那人的一条腿上面不知道是碰到了什么毒物,形成了一圈溃烂,略带着些黏稠的黑血顺着小腿缓缓流了下来,显得有些可怖。
“还不是想着那野区已经少有人去了,说不定能猎到多些猎物。”
这句话正是那个受伤的猎户说的,边回答身边的同伴,一边从身上的衣服上撕下些布条擦拭着流下来的血迹。
阮暄和提着没喝完的半壶酒顺势坐到了两人桌前:“大哥,你这腿上的伤是怎么回事?”
听到声音,正在交谈的两人抬头看去。
见到是个年轻姑娘,两个猎户也没有多的防备:“这山上毒虫毒草多得是,估计是不小心粘上了什么吧。”
受伤的猎户似乎不太在意腿上的伤口,常年打猎,谁还没被个毒虫咬伤过。
阮暄和附和地笑着:“我看你这伤口也挺严重的,还是要赶紧找个医师看看。”
“多谢小丫头提醒,家里对毒虫咬伤的药膏我还是有不少的,在这歇会回去敷上就行。”边说着话,猎户同伴就已经将对方的伤口缠上准备起身了。

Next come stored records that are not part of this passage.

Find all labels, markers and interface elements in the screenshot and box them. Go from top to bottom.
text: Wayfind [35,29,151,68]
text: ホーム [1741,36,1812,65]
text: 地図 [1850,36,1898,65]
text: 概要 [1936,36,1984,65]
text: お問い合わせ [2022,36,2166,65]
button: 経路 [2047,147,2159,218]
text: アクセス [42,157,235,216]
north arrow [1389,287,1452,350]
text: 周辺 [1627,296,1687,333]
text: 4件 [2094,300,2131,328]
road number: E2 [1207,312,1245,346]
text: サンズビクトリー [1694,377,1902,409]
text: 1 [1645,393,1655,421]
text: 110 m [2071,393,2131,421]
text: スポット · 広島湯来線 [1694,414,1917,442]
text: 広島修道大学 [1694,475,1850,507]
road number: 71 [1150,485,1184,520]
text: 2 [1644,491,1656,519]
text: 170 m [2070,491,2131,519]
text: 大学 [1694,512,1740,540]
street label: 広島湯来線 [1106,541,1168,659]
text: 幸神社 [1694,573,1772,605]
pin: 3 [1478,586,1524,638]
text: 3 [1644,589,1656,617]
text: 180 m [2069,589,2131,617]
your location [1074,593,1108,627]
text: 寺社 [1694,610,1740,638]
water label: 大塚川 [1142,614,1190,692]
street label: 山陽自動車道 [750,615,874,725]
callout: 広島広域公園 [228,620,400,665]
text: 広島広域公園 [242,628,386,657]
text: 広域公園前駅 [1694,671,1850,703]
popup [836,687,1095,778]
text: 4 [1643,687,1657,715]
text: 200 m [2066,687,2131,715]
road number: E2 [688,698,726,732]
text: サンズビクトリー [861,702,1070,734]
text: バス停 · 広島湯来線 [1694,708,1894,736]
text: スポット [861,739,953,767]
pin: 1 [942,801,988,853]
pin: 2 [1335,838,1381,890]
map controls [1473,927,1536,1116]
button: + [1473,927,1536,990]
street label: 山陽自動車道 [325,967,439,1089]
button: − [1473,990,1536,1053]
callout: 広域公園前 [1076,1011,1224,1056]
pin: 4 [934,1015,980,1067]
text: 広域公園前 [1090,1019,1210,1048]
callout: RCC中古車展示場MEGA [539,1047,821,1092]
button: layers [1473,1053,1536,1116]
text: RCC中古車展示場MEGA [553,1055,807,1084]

视线注意到了两人的鞋,阮暄和起身阻止:“两位大哥,你们这鞋底上粘的是些什么粉末啊?”
“粉末?”说到这猎户才低头看去,鞋子上不知道是在哪里踩到的翠色粉末,像是青苔,混合着泥土不是很显眼:“许是在野区踩到的吧,森林里到处是植物,回去洗干净就好了。”
猎户受着伤,没想要多和阮暄和说什么,已经准备起身离开。
看着地上残留的泥土痕迹,阮暄和沉吟半晌后叫住了已经走到门口的两人:“我这里有一瓶药,对这种毒虫咬伤有奇效,大哥要不拿回去用吧。”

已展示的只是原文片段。